> **RECORDS FOR THIS EXERCISE**

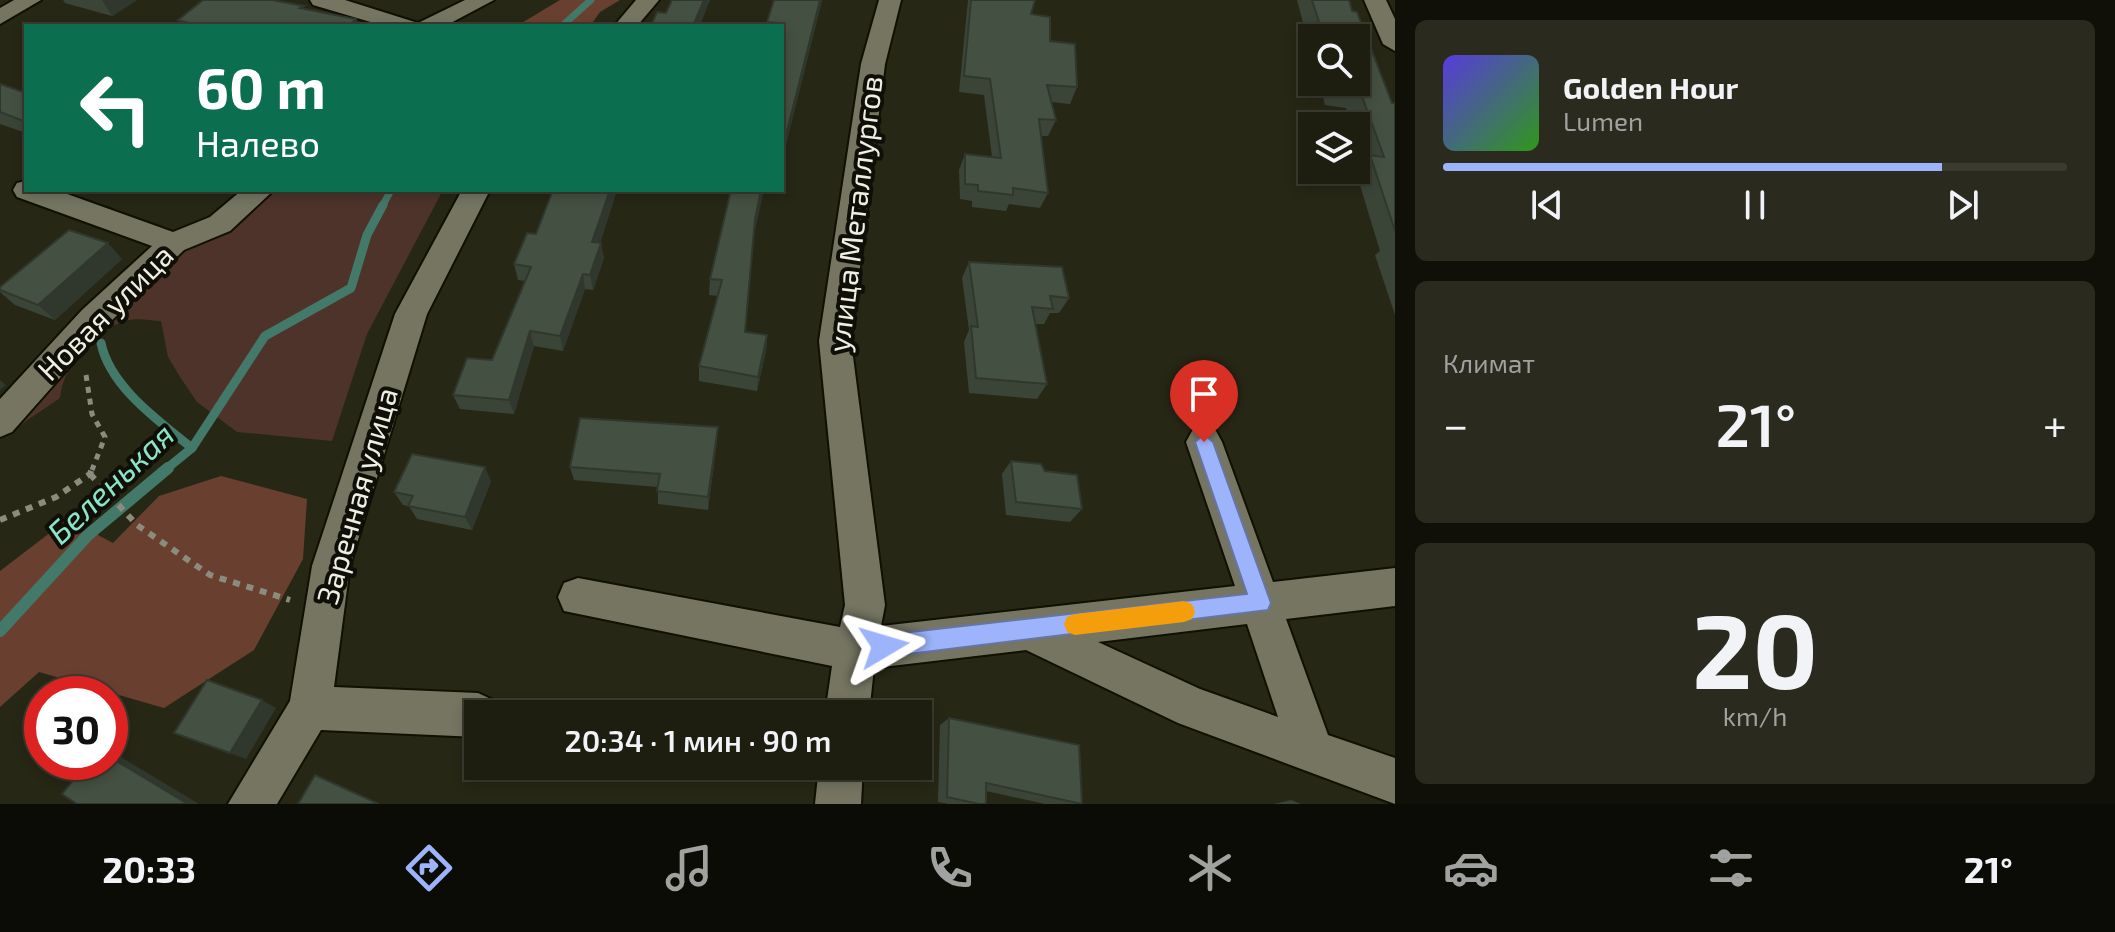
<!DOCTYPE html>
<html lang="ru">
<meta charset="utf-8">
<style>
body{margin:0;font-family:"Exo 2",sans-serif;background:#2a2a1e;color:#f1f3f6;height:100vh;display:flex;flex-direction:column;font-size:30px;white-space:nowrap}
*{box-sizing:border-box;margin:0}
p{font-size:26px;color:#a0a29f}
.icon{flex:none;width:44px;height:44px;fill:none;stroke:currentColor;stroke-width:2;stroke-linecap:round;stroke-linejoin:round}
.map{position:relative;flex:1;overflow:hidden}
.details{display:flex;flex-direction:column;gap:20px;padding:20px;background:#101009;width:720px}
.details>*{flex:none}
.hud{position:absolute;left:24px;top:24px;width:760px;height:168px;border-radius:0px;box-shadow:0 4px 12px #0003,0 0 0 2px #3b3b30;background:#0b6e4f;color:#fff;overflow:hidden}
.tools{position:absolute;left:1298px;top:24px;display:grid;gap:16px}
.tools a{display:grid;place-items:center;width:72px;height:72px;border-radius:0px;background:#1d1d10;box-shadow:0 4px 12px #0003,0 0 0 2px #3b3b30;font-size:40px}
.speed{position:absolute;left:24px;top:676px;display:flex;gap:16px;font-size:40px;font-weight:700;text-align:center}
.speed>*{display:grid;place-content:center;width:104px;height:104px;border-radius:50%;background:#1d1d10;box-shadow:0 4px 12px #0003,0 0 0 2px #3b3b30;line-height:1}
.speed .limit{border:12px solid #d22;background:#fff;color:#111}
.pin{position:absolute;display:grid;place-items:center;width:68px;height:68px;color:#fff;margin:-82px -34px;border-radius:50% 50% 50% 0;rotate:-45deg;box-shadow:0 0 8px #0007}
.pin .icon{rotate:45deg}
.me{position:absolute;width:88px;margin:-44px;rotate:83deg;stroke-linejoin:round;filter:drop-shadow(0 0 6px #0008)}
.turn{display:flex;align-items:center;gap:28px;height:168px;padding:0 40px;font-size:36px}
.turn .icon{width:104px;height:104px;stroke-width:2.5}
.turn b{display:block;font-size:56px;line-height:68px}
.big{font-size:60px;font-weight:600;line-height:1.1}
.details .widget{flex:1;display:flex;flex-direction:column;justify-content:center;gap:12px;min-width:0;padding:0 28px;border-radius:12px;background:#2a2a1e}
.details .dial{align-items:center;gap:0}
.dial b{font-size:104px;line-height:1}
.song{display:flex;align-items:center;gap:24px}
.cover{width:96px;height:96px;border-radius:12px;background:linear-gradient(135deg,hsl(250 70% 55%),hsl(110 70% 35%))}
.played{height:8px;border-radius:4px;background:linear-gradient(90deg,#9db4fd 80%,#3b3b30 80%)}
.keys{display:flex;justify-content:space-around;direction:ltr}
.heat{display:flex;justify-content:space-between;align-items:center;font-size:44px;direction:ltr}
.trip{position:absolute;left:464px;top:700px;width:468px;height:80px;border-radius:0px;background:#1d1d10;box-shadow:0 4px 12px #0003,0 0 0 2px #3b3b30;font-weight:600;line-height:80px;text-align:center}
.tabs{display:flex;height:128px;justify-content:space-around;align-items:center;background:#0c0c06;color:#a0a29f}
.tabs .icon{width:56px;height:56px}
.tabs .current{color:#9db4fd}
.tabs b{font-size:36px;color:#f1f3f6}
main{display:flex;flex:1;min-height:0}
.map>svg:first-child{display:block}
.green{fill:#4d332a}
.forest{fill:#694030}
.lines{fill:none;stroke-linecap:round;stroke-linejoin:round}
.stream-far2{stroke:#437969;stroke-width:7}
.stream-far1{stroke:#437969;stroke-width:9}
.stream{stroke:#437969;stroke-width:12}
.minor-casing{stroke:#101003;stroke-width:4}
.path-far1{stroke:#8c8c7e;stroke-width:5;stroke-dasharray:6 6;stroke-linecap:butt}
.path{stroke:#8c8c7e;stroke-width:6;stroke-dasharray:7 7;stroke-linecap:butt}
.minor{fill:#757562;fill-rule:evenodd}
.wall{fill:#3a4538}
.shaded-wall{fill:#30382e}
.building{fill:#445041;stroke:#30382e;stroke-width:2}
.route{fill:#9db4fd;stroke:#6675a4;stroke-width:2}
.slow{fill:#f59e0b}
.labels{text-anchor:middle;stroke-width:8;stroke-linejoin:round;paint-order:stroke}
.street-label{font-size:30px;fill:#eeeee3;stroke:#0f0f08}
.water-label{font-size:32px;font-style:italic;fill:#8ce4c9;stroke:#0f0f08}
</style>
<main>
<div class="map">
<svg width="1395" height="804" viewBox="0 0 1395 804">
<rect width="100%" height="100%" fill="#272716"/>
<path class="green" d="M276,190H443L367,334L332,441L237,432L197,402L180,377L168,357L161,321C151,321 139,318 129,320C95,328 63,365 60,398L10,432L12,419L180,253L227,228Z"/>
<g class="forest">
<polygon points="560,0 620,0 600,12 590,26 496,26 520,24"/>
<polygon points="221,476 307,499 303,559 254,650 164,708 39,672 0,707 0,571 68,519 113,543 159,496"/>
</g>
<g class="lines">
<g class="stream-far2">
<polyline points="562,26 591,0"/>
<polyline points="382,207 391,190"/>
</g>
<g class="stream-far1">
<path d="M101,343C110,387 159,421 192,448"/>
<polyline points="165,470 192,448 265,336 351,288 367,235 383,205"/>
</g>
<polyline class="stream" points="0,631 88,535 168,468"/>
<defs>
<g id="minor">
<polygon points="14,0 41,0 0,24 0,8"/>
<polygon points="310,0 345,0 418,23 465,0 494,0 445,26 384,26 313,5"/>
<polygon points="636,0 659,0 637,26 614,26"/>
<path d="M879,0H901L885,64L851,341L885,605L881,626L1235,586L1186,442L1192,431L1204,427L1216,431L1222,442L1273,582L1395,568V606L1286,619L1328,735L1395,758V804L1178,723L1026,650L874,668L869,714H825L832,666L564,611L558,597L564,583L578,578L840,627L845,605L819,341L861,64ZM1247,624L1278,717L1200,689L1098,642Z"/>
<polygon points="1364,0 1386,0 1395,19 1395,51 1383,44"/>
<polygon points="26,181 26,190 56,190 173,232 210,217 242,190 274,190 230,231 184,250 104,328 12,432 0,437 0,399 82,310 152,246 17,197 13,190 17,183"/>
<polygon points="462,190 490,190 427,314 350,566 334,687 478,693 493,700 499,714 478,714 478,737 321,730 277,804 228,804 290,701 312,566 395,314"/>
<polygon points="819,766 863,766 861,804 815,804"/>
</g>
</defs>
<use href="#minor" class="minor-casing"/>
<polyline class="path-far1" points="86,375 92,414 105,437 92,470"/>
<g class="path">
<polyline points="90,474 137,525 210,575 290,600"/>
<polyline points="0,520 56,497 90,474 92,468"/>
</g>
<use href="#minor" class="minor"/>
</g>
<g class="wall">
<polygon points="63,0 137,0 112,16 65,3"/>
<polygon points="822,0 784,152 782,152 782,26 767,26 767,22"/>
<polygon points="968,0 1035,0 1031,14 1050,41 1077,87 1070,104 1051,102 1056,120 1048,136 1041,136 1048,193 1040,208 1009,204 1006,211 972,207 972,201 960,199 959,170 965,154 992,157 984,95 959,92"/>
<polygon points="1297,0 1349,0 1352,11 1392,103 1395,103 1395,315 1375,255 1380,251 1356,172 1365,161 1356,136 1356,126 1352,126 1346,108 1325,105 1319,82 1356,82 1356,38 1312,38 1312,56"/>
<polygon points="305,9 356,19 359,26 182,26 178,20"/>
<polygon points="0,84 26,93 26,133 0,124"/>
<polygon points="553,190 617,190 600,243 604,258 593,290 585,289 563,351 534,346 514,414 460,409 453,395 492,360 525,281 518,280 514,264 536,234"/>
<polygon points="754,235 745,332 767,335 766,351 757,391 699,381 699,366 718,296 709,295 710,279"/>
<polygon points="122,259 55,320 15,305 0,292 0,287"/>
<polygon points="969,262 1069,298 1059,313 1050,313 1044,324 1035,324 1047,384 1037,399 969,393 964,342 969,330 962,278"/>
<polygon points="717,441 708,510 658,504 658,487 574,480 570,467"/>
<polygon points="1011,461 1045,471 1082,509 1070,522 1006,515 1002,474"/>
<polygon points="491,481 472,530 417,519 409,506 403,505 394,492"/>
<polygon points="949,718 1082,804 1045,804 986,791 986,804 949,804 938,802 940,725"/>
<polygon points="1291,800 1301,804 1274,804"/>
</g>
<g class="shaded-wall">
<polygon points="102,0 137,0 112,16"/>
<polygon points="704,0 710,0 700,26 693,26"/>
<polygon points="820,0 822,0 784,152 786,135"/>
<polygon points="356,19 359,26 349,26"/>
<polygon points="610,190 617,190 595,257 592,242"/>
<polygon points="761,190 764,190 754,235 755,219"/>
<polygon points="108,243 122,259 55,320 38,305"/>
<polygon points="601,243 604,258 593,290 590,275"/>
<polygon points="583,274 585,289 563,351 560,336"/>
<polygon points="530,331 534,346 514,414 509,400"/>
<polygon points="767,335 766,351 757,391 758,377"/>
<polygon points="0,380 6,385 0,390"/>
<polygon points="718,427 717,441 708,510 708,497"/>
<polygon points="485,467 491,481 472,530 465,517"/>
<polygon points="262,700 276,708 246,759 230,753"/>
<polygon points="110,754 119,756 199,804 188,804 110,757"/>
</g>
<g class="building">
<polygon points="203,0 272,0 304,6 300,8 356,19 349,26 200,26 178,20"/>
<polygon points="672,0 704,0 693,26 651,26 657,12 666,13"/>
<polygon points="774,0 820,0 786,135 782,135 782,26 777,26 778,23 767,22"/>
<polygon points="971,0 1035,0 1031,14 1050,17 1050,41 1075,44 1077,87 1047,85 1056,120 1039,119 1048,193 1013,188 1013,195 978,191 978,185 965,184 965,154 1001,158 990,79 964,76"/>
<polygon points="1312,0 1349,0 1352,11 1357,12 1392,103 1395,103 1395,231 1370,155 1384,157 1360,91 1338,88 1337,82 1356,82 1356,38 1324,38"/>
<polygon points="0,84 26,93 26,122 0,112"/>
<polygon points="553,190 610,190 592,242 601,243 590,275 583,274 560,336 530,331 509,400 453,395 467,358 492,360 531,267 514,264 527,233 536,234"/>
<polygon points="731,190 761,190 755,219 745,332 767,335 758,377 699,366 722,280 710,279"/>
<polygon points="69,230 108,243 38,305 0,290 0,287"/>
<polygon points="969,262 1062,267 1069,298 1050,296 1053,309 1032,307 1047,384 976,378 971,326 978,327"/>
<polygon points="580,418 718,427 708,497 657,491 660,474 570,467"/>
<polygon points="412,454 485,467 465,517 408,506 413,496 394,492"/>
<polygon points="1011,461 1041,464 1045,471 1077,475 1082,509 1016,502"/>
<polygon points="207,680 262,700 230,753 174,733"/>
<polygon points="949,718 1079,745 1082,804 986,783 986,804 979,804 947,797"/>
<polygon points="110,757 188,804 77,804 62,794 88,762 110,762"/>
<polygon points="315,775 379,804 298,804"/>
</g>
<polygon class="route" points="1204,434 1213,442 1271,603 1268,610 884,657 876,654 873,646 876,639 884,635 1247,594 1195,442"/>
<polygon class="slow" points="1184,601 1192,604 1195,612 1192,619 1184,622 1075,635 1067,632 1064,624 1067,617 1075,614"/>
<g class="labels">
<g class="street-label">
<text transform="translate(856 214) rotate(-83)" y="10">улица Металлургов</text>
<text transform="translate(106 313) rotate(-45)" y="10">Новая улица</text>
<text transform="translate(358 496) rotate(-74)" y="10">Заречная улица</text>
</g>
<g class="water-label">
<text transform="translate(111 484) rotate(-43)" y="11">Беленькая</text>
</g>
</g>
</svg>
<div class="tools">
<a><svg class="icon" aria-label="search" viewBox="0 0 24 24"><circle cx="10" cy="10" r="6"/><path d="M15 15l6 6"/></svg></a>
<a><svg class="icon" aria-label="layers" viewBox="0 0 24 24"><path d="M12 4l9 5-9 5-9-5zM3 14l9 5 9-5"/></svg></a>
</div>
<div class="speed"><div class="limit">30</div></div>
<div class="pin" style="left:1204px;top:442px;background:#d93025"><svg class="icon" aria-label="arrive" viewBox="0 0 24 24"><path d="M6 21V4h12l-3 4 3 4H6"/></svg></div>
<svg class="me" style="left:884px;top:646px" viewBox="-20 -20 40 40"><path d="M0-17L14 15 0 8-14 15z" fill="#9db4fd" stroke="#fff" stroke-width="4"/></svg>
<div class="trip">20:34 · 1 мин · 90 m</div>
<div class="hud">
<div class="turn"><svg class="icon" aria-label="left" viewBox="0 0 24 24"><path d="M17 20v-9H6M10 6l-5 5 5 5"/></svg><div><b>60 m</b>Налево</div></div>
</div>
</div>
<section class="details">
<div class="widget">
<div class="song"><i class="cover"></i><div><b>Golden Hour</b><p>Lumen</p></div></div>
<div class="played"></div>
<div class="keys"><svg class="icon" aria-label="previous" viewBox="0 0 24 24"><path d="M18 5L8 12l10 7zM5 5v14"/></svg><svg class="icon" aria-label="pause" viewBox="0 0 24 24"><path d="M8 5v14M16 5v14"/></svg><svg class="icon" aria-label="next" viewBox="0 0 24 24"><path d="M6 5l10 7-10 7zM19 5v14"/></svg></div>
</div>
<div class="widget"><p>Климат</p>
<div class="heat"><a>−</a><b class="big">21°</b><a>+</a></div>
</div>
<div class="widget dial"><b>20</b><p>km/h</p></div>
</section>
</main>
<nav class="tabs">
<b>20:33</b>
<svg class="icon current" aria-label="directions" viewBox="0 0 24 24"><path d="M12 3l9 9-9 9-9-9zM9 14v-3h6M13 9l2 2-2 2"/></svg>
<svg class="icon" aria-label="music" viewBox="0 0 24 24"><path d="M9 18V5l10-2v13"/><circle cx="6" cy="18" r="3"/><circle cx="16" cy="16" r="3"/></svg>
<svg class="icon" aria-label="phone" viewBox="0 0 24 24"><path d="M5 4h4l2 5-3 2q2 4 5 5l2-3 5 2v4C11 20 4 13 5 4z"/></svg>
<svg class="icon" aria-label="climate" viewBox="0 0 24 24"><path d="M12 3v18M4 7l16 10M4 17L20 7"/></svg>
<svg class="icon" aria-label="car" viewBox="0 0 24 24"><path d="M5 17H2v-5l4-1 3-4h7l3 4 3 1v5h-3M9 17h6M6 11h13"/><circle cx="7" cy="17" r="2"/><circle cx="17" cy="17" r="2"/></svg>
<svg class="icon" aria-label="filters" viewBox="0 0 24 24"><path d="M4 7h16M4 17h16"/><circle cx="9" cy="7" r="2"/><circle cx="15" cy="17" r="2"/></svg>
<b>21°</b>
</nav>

> **REQUIRED WORK**
Your task is to copy every line in the entries that holds the string "tabs".

> **OUTPUT BELOW**
.tabs{display:flex;height:128px;justify-content:space-around;align-items:center;background:#0c0c06;color:#a0a29f}
.tabs .icon{width:56px;height:56px}
.tabs .current{color:#9db4fd}
.tabs b{font-size:36px;color:#f1f3f6}
<nav class="tabs">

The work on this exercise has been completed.